Looking back at 2018, the fight against malware showed glimmers of promise, as new technologies like artificial intelligence (AI) and machine learning (ML) were successfully deployed in some quarters to fight high-priority threats like ransomware.
The outlook for 2019 is less rosy, though, as malicious state actors and cybercriminals prepare for battle with a new array of tools and techniques designed to create mayhem and reap profits at the expense of everyone else.
Buckle up, IT security pros: the following trends indicate the anti-malware ride in 2019 is going to be a bumpy one.
State Actors Get More Involved with Cybercrime
Nation-states increasingly view cyberwarfare as a cost-effective component of geopolitical and economic competition. In the coming months, the well-funded engineering arms of various national intelligence agencies will develop new malware weapons to attack not only rival governments and their critical infrastructure (like power, water, and telecommunications), but also the businesses and citizens of those rival nations.
Many will enlist and fund the efforts of cybercriminal gangs to create chaos, steal intellectual property, and profit from fraud and extortion by breaching personal data. Efforts will continue to hide malware in the technology supply chain – embedding hidden eavesdropping and attack mechanisms in chipsets, firmware, applications and community software development hubs.
Cybercriminals to Wield New and Familiar Malware Weapons
Aided by the increasing industrialization of malware production (best exemplified by ransomware-as-a-service), criminal cyber gangs will prosecute attacks on sensitive data with an arsenal of proven and emerging malware weapons.
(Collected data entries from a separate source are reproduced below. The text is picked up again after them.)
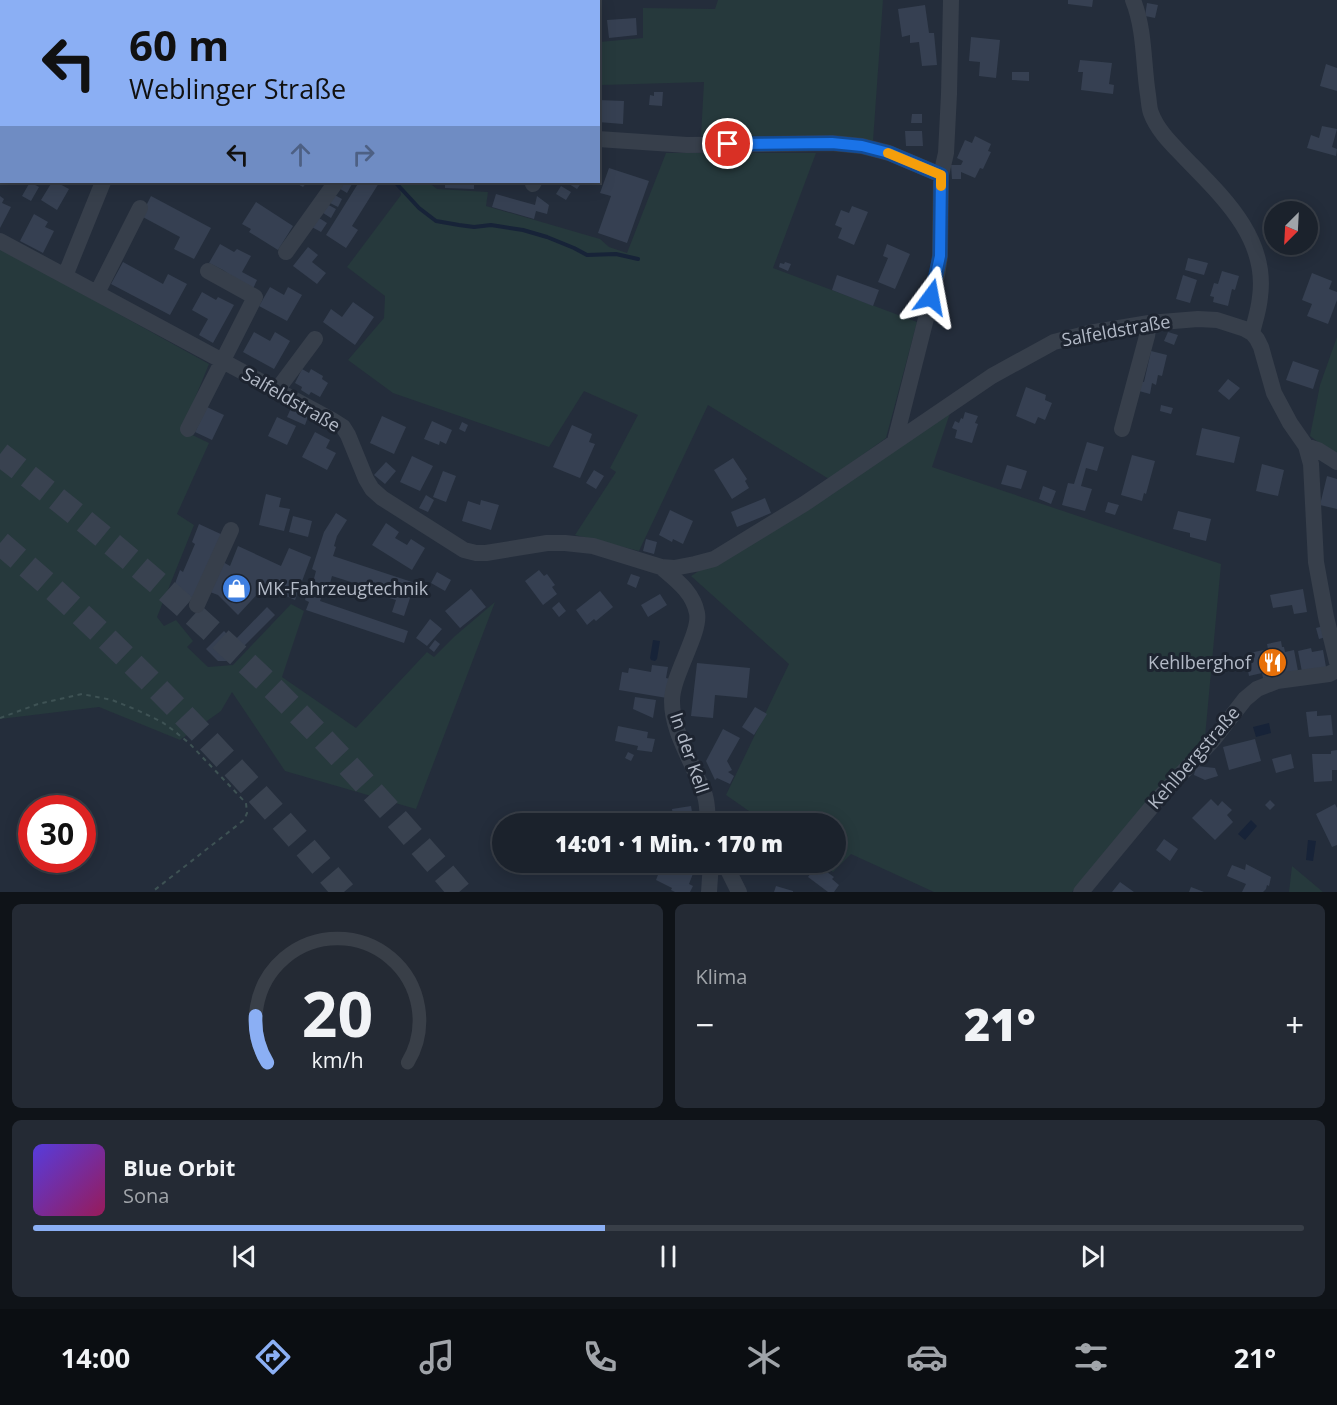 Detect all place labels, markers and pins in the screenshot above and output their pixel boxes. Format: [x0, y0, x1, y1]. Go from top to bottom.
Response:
pin [702, 118, 753, 169]
shop icon: MK-Fahrzeugtechnik [220, 573, 252, 605]
place label: MK-Fahrzeugtechnik [257, 576, 429, 600]
restaurant icon: Kehlberghof [1256, 647, 1288, 679]
place label: Kehlberghof [1148, 650, 1252, 674] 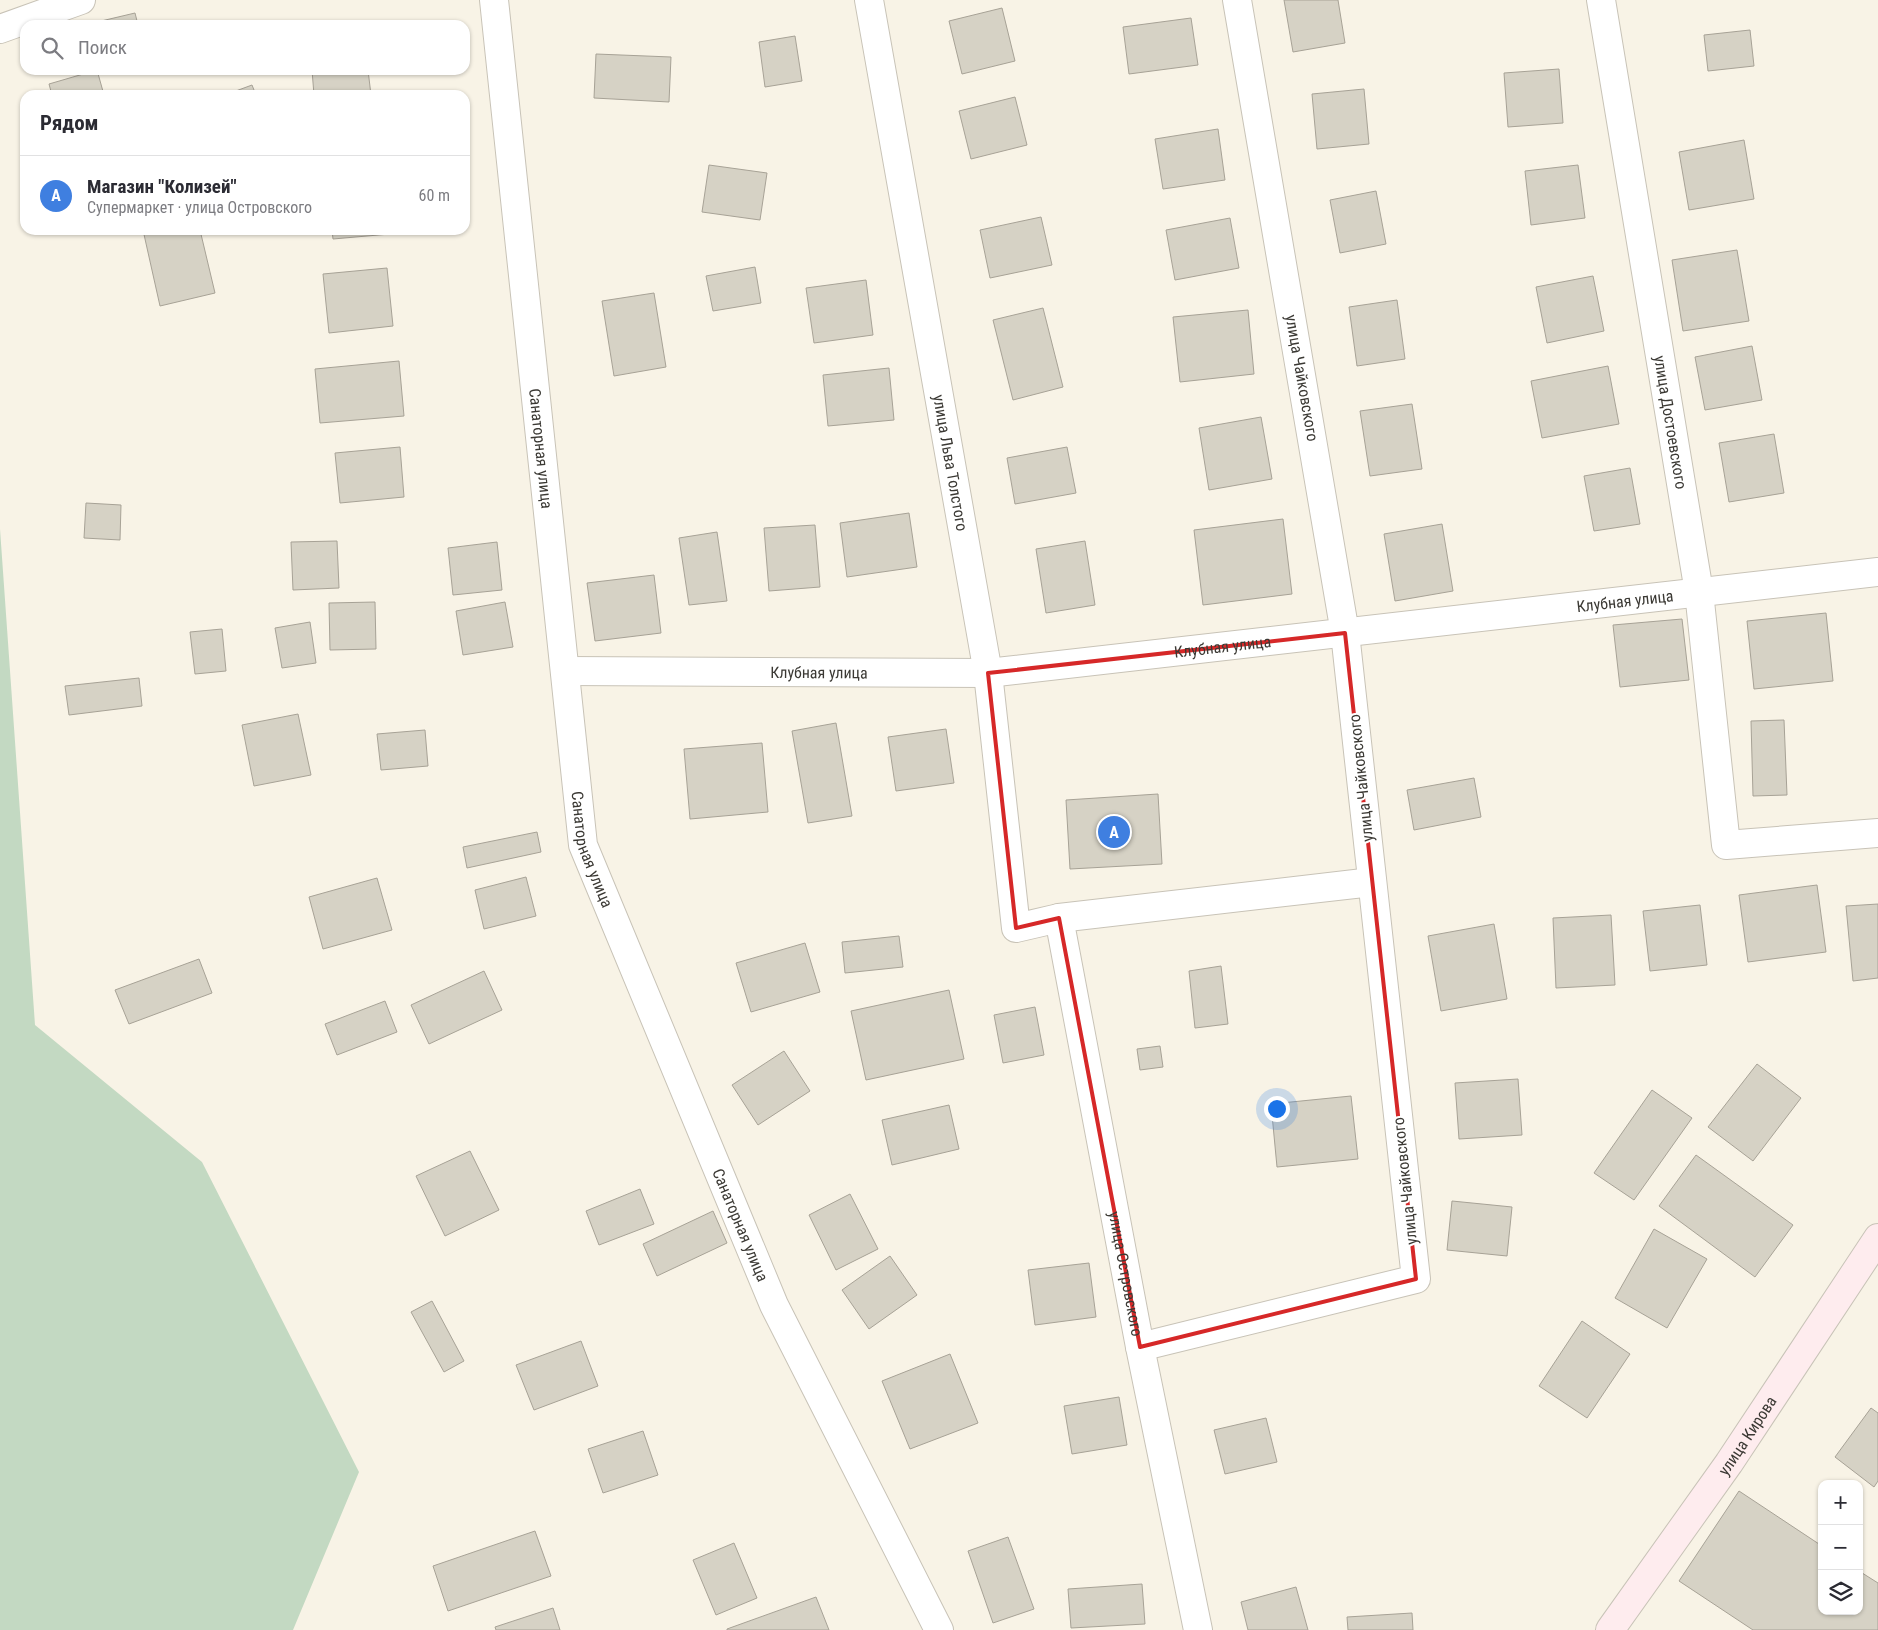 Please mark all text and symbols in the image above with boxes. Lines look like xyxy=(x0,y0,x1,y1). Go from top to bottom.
search box xyxy=(20,20,470,75)
icon: search xyxy=(38,34,66,62)
text: Поиск xyxy=(78,36,127,59)
text: Рядом xyxy=(40,111,99,135)
text: Магазин "Колизей" xyxy=(87,175,237,198)
text: A xyxy=(51,186,61,205)
text: 60 m xyxy=(418,186,450,205)
text: Супермаркет · улица Островского xyxy=(87,198,312,217)
street label: улица Чайковского xyxy=(1282,313,1322,443)
street label: улица Достоевского xyxy=(1650,354,1691,491)
street label: Санаторная улица xyxy=(525,387,557,510)
street label: улица Льва Толстого xyxy=(929,393,972,533)
street label: Клубная улица xyxy=(1575,586,1674,616)
street label: Клубная улица xyxy=(1173,631,1272,661)
street label: Клубная улица xyxy=(770,662,868,682)
street label: улица Чайковского xyxy=(1345,713,1377,843)
street label: Санаторная улица xyxy=(568,790,617,910)
pin: A xyxy=(1098,813,1130,851)
your location xyxy=(1264,1096,1290,1122)
street label: улица Чайковского xyxy=(1389,1116,1421,1246)
street label: Санаторная улица xyxy=(709,1165,773,1284)
street label: улица Островского xyxy=(1105,1210,1147,1338)
street label: улица Кирова xyxy=(1714,1392,1780,1479)
map controls xyxy=(1818,1480,1863,1615)
button: + xyxy=(1818,1480,1863,1525)
button: − xyxy=(1818,1525,1863,1570)
button: layers xyxy=(1818,1570,1863,1615) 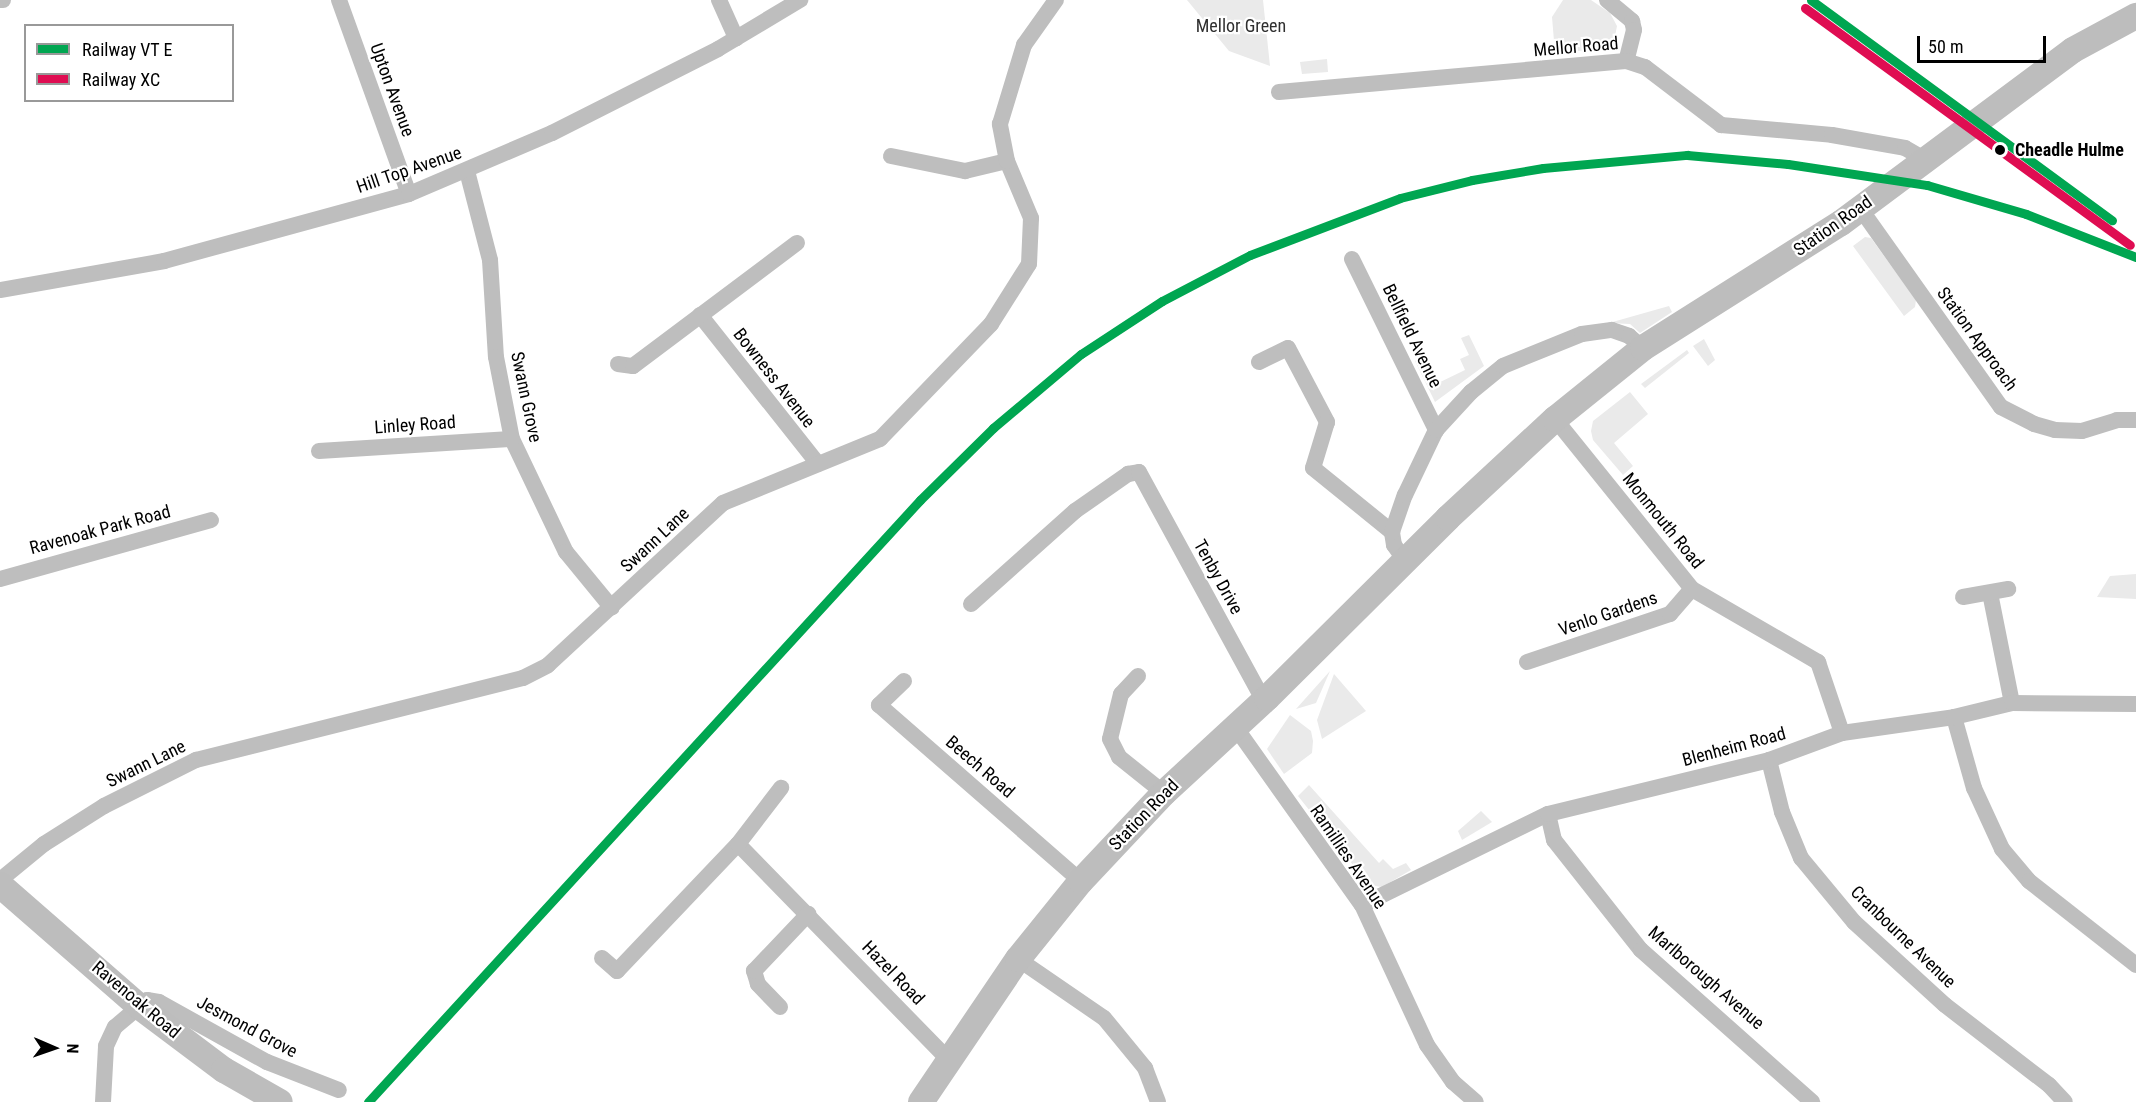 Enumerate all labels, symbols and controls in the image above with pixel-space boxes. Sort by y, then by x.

Some will be designed to steal sensitive personal data or valuable corporate intellectual property. Others will try to hold personal data or critical IT infrastructure availability hostage, only releasing it once a ransom is paid. You can anticipate:
- New variants of ransomware (including doxware, which threatens to publish sensitive data like browsing histories unless a ransom is paid)
- Much more widespread use of cryptojacking (stealing computing resources to mine cryptocurrency without sharing the profits)
- More distributed denial-of-service (DDoS) attacks on critical servers and networks, abetted by the conscription of armies of Internet-of-Things (IoT) devices
- Increasing use of fileless malware (which never becomes disk-resident, only loads directly into memory, and thus evades many signature-based endpoint anti-malware measures)
- More synergistic attacks (in which multiple malware attacks are injected onto a system and the poorest-defended one activated)
- Continued reliance on phishing as the most effective attack vector for malware, with more sophisticated attacks targeted at higher-value individuals.
New Technologies are Revealed as Dual-Use (Good and Evil)
The increasing reliance on cloud services, the advent of edge computing, the broader application of AI and ML, the proliferation of IoT devices, and the advent of 5G broadband wireless all promise to generate huge value to businesses, consumers and public institutions.
The other side of the coin, of course, is that those same technologies will certainly be used by malicious actors. Expect the bad guys to:
- Increasingly target cloud services and edge computing environments with malware attacks
- Use of AI and ML to improve attack techniques (e.g., by providing targeting sophistication and scale to the production of phishing emails)
- Enslave legions of IoT devices for use in DDoS and cryptojacking attacks
- Exploit the new attack surfaces and rich data targets presented by 5G networks and applications.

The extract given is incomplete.